What about being too nice in dating?
Oct 29th 2013 new
I think too much 'politeness' can be a bad thing in dating... it helps to know if someone doesn't appreciate something as much as you, or doesn't care for something like you do. Then again I am one for straightforwardness.

An example would be in a relationship would be someone who is a horrible cook makes a meal that their partner instinctually doesn't like, but their partner in the relationship eats it anyway, praising them for their hard work, and is served this dish every day for a year without complaint out of politeness.
Yes it speaks volumes of their dedication but it also touches on the issue of honesty and disclosure of things that do affect the relationship.

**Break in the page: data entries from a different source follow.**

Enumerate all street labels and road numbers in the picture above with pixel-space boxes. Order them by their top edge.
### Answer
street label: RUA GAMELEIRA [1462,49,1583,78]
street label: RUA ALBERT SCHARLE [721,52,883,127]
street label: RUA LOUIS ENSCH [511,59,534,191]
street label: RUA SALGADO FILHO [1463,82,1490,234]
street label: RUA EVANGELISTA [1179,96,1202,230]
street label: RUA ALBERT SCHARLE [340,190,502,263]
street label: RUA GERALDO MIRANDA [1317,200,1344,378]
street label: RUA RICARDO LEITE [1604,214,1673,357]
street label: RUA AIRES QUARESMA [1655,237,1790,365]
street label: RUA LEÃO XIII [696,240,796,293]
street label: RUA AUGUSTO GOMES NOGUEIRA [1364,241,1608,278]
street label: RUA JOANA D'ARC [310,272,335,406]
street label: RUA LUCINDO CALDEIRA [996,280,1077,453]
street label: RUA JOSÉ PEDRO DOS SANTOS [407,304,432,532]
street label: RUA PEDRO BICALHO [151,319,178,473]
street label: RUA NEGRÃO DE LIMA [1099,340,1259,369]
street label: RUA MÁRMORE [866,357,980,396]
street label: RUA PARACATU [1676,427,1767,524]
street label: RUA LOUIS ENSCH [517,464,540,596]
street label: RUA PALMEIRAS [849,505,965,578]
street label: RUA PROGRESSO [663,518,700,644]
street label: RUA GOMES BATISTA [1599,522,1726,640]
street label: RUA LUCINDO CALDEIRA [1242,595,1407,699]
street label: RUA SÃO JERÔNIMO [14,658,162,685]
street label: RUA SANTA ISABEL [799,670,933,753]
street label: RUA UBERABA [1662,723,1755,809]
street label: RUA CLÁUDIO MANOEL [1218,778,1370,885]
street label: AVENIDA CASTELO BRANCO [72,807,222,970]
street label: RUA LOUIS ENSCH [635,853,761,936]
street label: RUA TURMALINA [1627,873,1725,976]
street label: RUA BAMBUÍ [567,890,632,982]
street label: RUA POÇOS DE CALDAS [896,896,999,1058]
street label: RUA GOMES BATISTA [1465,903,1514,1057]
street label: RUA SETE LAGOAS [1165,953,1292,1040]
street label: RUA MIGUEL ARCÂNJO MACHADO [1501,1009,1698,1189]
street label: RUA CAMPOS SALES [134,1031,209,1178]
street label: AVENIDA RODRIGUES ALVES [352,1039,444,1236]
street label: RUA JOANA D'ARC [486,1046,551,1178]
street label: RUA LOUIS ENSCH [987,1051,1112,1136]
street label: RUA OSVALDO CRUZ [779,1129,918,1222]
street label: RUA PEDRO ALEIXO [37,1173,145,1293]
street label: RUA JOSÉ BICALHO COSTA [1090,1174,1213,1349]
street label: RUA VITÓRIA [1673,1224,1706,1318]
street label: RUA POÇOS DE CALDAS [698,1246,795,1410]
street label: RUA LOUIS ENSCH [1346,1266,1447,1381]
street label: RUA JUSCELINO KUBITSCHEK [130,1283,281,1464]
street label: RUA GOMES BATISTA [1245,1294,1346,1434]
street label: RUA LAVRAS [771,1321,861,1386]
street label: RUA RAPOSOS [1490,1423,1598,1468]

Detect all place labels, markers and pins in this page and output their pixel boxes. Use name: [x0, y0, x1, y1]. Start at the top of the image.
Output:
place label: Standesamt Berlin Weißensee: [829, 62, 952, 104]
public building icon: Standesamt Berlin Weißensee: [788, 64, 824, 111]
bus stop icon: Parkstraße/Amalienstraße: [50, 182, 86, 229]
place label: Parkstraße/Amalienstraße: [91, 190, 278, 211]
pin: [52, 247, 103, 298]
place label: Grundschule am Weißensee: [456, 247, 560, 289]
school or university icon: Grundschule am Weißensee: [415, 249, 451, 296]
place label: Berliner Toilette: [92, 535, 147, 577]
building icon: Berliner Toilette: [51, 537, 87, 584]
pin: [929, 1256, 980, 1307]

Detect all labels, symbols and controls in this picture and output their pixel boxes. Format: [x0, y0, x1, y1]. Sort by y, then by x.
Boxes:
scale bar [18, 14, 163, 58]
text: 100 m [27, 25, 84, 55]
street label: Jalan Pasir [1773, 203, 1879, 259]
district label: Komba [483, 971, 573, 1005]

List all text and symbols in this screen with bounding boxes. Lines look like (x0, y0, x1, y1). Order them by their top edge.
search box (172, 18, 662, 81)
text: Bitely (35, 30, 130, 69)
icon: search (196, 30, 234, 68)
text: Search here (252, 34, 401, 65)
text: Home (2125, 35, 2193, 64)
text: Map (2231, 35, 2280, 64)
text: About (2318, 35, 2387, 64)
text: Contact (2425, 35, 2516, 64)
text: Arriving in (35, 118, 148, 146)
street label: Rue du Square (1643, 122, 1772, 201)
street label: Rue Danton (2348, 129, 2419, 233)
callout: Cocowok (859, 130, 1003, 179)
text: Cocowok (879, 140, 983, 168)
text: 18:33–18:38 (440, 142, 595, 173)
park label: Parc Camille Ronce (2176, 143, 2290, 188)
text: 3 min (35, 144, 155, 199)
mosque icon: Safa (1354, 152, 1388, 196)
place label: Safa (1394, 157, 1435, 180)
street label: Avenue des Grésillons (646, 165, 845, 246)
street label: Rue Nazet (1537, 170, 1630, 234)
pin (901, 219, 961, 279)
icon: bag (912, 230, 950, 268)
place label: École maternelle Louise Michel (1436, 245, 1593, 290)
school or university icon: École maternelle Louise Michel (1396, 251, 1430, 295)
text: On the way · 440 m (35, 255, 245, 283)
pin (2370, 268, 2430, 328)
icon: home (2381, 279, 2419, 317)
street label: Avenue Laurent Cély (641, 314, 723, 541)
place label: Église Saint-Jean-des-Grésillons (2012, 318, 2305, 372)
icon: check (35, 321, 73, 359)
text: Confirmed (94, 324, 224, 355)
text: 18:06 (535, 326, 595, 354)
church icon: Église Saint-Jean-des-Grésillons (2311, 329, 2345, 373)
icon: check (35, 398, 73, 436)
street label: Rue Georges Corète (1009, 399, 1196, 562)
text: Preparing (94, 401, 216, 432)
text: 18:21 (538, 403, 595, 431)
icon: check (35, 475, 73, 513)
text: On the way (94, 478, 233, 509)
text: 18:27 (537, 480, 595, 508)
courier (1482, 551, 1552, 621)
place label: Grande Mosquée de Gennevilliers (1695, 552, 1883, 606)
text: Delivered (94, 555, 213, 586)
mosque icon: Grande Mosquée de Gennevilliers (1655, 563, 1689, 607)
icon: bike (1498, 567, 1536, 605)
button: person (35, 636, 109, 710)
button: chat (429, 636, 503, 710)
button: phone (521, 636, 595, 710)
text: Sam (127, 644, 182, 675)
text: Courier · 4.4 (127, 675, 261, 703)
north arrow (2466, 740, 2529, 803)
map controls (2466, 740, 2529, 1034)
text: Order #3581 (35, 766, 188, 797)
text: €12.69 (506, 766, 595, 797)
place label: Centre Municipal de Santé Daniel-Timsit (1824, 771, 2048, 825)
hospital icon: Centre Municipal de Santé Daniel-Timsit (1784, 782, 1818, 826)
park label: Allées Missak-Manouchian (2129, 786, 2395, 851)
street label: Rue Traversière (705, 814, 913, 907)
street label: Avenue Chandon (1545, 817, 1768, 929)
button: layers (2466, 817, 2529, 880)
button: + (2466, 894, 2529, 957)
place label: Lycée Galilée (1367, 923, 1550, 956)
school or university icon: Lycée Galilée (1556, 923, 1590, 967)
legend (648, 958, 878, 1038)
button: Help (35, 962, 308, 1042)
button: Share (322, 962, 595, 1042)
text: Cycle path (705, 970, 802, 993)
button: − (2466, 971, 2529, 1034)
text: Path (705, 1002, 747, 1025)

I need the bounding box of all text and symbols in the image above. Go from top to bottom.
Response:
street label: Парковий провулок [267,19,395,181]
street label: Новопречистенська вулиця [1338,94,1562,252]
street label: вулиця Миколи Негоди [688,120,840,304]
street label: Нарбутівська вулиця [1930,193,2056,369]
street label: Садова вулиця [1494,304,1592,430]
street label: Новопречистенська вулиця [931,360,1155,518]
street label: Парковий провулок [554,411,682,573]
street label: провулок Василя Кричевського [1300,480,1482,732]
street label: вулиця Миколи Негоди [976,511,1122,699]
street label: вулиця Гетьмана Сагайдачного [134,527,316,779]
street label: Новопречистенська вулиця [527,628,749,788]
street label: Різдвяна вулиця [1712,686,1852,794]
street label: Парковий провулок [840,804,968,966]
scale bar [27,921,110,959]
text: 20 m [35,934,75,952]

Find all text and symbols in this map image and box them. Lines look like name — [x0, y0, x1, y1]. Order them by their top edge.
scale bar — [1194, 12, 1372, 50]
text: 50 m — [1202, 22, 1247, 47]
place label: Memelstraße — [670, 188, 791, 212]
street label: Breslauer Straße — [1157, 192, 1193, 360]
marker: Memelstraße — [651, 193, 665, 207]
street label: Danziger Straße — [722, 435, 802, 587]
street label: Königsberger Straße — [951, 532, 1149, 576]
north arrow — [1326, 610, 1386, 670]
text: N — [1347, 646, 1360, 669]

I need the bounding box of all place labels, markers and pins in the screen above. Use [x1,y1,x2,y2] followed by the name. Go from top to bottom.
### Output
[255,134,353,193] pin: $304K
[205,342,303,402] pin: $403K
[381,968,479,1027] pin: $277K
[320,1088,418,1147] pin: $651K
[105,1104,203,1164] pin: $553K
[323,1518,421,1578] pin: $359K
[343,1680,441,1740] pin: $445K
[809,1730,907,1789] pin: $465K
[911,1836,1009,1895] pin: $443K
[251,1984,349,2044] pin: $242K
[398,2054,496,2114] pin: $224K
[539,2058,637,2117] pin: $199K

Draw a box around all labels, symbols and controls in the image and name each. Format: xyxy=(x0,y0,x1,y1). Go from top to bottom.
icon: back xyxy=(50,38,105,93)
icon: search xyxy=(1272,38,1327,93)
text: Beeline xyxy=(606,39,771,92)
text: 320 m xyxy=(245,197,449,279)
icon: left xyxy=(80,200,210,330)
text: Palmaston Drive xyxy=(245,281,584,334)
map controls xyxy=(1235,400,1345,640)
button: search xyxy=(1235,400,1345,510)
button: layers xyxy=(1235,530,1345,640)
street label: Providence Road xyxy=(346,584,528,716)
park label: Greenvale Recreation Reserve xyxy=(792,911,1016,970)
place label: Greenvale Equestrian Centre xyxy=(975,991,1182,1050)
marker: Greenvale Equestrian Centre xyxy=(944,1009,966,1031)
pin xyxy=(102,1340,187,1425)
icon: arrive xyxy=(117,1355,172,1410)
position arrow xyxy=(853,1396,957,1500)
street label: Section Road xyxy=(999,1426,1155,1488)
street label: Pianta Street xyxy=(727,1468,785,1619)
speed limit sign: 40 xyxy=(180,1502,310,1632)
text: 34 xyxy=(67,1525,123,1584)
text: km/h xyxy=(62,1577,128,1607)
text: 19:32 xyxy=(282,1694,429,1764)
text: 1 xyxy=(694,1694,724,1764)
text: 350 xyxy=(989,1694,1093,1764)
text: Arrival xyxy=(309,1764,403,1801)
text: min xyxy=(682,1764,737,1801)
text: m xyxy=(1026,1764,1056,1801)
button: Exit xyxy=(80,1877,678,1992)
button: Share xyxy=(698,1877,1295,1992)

Some people needlessly cause them selves to suffer unbeknownst to others, and a good honest dialog would do wonders where politeness can sometimes get in the way.
Oct 29th 2013 new
I have been accused of being "too nice" many times so I have curtailed my "niceness". The overly nice person is a people pleaser; we try to please people because it boosts our low self esteem. There you have it folks, all of that niceness is really just a selfish way of trying to feel good about ourselves.


Oct 29th 2013 new
(quote) Joan-529855 said: The overly nice person is a people pleaser; we try to please people because it boosts our low self esteem.


Or the truly humble.
Oct 29th 2013 new
(quote) Jerry-74383 said: Or the truly humble.
I hope this is the case.
Oct 29th 2013 new
(quote) Matthew-849350 said: I think too much 'politeness' can be a bad thing in dating... it helps to know if someone doesn't appreciate something as much as you, or doesn't care for something like you do. Then again I am one for straightforwardness.

An example would be in a relationship would be someone who is a horrible cook makes a meal that their partner instinctually doesn't like, but their partner in the relationship eats it anyway, praising them for their hard work, and is served this dish every day for a year without complaint out of politeness.
Yes it speaks volumes of their dedication but it also touches on the issue of honesty and disclosure of things that do affect the relationship.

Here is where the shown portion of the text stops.